'Calibration of confidence on U.S. city-pairs' (AsPredicted #47425)
Author(s) Kevin Dorst (University of Pittsburgh) - kevindorst@pitt.edu
Pre-registered on 09/10/2020 01:30 AM (PT)
1) Have any data been collected for this study already? No, no data have been collected for this study yet.
2) What's the main question being asked or hypothesis being tested in this study? The question is whether variation in calibration curves across hard/easy questions will qualitatively match variations predicted from simulations of rational calibration curves.
3) Describe the key dependent variable(s) specifying how they will be measured. Confidence in guesses, measured on a 50–100% scale, in increments of 10%.
4) How many and which conditions will participants be assigned to? One condition; all participants will be asked which of two cities has a bigger population, for 20 total trials. For each participant the city-pairs will be randomly selected from amongst all possible pairings of the 20 most-populous US cities.
5) Specify exactly which analyses you will conduct to examine the main question/hypothesis. I will divide up questions into those that are *easy* and those that are *hard* based on the proportion of test-takers who answered them correctly. Questions with at least 75% correct answers are easy questions, those with less than 75% correct are hard questions. I will pool all subjects' answers in each set of questions (easy/hard/all).
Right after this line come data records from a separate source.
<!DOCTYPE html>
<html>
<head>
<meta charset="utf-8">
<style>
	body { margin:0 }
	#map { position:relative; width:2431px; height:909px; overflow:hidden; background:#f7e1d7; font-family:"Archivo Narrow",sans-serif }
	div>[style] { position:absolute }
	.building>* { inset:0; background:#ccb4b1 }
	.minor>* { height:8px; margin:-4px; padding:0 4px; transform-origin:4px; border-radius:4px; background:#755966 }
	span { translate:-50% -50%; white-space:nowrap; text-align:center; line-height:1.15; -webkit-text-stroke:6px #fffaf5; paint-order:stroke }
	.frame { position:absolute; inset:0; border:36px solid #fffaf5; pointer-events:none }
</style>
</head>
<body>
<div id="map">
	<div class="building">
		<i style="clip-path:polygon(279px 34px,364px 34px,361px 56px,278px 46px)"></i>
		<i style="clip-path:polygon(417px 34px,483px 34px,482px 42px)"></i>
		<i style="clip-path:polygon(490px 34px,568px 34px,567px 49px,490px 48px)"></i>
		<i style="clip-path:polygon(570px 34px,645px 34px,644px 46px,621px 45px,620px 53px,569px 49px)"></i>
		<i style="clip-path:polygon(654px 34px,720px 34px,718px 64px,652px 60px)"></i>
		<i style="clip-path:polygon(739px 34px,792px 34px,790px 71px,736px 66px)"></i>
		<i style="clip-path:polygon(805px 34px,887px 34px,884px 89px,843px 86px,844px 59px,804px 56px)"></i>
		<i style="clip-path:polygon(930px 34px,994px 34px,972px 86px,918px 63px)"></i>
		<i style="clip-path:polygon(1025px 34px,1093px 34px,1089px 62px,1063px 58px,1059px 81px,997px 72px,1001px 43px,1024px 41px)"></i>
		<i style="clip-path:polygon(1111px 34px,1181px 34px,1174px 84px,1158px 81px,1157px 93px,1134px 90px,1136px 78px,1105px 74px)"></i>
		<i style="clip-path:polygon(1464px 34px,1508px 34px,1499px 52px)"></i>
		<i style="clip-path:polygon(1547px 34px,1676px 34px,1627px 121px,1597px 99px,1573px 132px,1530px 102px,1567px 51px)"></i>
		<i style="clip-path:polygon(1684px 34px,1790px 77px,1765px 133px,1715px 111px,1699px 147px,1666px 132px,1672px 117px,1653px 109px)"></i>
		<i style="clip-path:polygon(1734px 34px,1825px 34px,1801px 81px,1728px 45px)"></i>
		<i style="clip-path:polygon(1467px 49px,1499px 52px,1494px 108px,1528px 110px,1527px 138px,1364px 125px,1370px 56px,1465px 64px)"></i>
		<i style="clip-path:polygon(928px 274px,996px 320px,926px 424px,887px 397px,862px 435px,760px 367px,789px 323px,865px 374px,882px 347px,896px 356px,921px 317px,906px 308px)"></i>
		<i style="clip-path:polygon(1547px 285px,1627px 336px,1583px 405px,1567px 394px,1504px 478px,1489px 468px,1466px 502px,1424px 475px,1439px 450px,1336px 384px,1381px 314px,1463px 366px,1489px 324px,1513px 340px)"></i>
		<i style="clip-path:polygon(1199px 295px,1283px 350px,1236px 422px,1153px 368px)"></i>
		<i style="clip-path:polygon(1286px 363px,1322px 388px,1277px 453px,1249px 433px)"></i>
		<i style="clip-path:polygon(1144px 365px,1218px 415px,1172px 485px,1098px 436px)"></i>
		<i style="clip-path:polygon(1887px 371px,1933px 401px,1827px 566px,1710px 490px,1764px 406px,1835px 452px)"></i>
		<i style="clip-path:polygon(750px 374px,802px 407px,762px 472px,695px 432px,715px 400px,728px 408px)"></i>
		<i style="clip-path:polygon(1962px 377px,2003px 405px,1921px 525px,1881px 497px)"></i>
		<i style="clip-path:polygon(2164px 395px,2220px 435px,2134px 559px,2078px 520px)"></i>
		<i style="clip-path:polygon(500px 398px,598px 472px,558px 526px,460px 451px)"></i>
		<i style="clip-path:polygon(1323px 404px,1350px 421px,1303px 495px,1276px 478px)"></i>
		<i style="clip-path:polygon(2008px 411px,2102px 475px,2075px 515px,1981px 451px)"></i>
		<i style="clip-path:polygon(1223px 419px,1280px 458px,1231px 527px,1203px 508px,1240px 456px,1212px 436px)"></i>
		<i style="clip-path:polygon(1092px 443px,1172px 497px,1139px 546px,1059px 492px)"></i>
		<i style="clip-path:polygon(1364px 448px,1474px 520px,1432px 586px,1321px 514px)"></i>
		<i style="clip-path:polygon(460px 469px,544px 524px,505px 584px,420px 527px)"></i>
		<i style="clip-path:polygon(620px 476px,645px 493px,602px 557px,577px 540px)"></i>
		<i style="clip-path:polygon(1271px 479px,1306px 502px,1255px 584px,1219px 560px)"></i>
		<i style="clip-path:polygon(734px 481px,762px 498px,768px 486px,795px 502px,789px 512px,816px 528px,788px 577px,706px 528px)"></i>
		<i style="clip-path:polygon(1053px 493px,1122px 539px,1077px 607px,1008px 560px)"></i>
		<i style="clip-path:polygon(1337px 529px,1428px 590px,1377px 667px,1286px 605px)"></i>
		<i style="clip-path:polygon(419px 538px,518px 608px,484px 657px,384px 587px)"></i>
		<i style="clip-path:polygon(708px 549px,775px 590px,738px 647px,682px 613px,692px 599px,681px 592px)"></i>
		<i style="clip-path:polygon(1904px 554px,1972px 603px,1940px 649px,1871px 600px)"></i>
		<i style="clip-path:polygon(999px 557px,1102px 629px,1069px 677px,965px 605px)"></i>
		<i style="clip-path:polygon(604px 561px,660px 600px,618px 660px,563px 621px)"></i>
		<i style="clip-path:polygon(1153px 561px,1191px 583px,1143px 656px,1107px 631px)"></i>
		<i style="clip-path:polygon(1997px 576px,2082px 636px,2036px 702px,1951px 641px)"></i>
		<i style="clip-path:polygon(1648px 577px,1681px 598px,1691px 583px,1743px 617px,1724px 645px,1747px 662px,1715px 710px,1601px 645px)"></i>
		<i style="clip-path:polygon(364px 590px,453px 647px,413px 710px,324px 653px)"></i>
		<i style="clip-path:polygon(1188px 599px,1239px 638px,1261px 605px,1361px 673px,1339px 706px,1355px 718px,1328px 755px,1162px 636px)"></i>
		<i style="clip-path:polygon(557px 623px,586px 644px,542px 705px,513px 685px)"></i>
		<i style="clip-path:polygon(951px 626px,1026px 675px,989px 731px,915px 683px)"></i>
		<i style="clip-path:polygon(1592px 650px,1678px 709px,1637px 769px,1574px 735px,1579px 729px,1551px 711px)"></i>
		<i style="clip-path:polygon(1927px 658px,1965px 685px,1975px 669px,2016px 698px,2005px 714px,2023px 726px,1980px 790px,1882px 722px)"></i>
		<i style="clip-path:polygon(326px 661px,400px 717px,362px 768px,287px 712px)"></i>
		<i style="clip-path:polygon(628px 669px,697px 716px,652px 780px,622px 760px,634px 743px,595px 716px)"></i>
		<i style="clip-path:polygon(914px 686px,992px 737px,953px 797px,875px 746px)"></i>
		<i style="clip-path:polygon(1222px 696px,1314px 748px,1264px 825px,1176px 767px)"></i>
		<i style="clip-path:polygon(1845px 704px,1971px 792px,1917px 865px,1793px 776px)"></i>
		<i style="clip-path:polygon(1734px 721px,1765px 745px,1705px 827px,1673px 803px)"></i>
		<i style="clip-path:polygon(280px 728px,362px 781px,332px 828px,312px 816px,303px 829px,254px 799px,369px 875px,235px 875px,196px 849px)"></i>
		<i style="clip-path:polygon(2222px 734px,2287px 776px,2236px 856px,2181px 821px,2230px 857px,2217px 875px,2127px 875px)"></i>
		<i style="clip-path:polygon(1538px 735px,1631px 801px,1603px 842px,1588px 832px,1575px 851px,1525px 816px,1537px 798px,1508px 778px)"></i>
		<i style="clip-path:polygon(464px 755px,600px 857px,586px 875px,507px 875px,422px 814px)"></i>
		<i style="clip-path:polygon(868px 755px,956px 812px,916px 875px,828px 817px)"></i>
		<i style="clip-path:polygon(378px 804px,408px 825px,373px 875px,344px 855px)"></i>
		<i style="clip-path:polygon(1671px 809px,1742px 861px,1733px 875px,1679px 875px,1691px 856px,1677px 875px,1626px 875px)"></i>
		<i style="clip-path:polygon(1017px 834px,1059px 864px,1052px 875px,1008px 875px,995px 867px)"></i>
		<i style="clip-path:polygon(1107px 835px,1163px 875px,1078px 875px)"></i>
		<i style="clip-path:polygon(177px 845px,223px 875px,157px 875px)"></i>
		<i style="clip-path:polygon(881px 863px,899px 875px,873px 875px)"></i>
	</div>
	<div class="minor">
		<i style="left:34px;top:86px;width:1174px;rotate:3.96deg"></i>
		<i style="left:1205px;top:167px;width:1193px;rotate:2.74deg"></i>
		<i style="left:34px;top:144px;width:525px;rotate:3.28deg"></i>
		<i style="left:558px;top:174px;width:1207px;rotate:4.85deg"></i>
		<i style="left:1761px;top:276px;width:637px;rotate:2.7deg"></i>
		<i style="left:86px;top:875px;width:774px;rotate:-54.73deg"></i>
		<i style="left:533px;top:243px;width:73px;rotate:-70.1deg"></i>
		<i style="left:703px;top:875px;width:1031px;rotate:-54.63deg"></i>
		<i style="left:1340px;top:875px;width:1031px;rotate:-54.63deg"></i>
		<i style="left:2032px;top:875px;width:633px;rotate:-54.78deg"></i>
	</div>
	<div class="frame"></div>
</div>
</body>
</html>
I'll then perform a (one-way) paired t-test to test the hypothesis that the the average confidence amongst the hard questions exceeds the proportion of such answers that were true, and likewise perform a (one-way) paired t-test to test the hypothesis that the average confidence amongst the easy questions is exceeded by the proportion of such answers that were true.
Finally, I will run versions of the simulation of rational confidence to qualitatively compare the generated mean calibration curves to those of participants'. In particular, I will use the number of easy/hard questions to fix the "number of questions" parameter in each simulation. And I will use the proportion-true in the easy-, hard-, and all-questions sets to determine which trials from the simulation to include for the hard/easy/all sets---in particular, for each question-set, I'll adjust the max or min hit-rate allowed (in increments of 0.01) until the resulting simulation curve matches the observed hit-rate in the easy/hard/all condition to within 0.02. If the simulations has <300 instances within that hit-rate range, I'll redo the process with a bigger initial simulation.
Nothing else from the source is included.